** Opening PROVIDED RECORDS block **

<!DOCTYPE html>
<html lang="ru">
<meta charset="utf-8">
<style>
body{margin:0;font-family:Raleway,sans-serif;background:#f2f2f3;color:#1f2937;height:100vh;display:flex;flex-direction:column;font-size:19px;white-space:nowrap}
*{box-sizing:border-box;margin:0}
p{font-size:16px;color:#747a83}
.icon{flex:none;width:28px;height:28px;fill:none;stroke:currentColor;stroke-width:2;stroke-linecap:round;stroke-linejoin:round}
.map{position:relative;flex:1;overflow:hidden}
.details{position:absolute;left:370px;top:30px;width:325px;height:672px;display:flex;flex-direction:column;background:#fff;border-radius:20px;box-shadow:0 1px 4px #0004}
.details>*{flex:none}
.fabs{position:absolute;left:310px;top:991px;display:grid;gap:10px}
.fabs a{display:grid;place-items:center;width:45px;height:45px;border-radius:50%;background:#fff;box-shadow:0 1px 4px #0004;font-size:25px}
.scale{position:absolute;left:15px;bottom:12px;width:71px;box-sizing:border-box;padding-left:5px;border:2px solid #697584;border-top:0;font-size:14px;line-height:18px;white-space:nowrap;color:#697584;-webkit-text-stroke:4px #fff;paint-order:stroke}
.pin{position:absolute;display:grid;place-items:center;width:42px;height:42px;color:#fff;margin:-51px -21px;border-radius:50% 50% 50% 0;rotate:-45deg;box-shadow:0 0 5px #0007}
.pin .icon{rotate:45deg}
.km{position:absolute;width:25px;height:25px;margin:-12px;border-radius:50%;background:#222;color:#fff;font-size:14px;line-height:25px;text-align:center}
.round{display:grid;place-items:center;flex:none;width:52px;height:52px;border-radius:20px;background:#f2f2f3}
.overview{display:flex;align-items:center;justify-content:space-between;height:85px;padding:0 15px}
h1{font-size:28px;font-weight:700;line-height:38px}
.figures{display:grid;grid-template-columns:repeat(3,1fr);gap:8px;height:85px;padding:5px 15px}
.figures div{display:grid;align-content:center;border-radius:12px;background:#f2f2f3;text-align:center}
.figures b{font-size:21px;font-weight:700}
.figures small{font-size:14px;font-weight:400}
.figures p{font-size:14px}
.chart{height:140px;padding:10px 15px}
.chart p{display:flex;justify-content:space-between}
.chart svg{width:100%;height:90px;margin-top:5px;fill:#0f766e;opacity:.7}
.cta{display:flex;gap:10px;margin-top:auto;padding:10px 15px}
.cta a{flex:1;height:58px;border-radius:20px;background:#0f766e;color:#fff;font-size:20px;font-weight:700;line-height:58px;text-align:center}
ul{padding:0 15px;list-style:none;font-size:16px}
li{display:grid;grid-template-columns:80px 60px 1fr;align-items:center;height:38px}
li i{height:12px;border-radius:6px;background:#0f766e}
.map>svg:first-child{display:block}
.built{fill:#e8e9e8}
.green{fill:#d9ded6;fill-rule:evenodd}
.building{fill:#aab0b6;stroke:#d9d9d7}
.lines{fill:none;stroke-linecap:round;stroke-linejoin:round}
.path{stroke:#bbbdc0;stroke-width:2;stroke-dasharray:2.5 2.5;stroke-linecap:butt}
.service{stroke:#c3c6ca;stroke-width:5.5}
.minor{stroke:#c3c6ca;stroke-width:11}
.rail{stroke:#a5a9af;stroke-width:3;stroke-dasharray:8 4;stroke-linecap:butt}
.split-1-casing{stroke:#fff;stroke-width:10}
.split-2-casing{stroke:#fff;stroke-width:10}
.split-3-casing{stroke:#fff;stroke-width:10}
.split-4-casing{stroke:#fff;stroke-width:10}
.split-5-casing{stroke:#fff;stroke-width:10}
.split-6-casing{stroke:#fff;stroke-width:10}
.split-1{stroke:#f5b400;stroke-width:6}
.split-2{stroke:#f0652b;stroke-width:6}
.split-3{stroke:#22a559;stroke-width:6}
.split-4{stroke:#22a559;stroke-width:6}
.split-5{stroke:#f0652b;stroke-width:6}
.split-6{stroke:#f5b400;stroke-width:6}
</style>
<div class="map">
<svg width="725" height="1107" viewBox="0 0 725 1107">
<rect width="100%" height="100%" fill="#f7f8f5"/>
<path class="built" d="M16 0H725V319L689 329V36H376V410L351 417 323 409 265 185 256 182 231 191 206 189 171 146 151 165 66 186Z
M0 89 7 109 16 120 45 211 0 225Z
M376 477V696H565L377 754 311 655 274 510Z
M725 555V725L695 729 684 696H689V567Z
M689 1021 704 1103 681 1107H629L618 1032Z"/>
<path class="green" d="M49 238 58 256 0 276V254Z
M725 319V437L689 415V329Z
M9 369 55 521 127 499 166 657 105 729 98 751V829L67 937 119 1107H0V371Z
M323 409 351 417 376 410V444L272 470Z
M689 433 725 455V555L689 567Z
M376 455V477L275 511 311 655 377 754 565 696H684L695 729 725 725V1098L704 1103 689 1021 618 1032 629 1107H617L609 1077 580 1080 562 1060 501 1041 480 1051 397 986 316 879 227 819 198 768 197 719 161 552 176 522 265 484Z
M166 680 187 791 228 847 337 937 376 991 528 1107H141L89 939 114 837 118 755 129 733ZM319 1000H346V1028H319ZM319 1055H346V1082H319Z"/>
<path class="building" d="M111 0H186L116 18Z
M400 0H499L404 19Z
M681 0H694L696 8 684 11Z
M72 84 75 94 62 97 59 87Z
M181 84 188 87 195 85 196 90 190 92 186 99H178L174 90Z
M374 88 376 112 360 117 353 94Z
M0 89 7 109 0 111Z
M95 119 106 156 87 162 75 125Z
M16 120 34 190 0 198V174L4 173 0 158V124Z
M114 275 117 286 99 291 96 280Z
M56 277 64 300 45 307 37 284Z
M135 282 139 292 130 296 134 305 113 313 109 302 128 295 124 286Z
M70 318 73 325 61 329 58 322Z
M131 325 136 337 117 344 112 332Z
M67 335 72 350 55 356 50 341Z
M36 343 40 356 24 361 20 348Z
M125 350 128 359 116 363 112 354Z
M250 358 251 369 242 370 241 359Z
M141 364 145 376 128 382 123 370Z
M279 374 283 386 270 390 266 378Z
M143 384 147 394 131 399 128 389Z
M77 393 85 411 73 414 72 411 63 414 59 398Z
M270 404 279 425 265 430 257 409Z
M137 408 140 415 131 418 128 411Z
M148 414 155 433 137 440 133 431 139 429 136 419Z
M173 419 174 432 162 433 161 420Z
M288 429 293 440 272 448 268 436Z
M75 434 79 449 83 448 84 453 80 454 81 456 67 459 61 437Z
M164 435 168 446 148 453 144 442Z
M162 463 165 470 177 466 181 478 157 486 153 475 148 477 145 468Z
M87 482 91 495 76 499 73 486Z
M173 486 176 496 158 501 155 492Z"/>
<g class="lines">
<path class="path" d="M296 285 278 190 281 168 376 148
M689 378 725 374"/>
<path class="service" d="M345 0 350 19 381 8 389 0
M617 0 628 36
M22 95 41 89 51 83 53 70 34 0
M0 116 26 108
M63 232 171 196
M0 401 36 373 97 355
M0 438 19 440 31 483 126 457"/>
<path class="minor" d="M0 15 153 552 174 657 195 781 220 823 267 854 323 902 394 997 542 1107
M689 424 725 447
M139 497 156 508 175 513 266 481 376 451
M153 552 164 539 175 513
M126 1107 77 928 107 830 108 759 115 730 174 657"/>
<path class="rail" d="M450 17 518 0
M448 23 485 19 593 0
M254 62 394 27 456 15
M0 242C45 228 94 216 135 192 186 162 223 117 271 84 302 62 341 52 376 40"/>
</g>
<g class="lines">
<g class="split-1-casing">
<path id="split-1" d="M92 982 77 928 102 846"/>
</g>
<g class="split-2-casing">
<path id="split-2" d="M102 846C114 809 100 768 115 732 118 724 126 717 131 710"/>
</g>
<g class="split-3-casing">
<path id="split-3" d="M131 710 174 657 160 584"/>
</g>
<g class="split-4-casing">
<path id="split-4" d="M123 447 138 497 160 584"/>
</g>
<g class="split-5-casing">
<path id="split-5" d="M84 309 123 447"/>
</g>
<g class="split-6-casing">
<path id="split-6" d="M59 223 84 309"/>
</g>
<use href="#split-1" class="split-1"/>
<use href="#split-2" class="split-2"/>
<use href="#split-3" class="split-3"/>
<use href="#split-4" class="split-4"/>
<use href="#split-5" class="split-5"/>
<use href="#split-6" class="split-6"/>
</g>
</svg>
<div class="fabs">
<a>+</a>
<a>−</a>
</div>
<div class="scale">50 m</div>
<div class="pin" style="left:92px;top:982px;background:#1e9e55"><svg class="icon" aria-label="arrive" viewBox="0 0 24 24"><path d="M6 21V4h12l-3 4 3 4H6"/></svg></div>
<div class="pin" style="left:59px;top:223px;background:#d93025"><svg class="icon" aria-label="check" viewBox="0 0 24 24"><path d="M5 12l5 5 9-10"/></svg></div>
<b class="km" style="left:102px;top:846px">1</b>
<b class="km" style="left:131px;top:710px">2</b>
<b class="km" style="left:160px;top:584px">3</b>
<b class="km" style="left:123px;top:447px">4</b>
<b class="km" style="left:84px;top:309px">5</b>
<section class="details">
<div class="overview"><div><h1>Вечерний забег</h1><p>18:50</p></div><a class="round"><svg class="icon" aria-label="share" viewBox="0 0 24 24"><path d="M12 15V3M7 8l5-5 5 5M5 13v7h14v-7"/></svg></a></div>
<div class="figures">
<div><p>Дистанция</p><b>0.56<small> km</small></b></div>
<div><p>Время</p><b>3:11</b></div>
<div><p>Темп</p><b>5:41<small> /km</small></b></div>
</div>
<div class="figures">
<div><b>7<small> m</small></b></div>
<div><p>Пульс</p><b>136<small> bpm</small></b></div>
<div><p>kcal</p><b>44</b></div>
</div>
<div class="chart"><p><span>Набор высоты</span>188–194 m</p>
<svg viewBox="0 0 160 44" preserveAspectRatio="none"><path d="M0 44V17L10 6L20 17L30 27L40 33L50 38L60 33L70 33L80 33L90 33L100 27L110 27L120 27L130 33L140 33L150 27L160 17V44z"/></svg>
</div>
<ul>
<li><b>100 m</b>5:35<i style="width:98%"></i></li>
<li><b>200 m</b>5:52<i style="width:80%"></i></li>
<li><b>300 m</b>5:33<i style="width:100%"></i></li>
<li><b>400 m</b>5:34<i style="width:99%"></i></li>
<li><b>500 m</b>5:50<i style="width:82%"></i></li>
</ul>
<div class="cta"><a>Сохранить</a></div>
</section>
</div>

** Closing PROVIDED RECORDS block **

## WHAT THIS TASK INVOLVES
Whenever the word "shadow" appears in a line of the listing, report that line.

## SOLUTION FOR THIS EXERCISE
.details{position:absolute;left:370px;top:30px;width:325px;height:672px;display:flex;flex-direction:column;background:#fff;border-radius:20px;box-shadow:0 1px 4px #0004}
.fabs a{display:grid;place-items:center;width:45px;height:45px;border-radius:50%;background:#fff;box-shadow:0 1px 4px #0004;font-size:25px}
.pin{position:absolute;display:grid;place-items:center;width:42px;height:42px;color:#fff;margin:-51px -21px;border-radius:50% 50% 50% 0;rotate:-45deg;box-shadow:0 0 5px #0007}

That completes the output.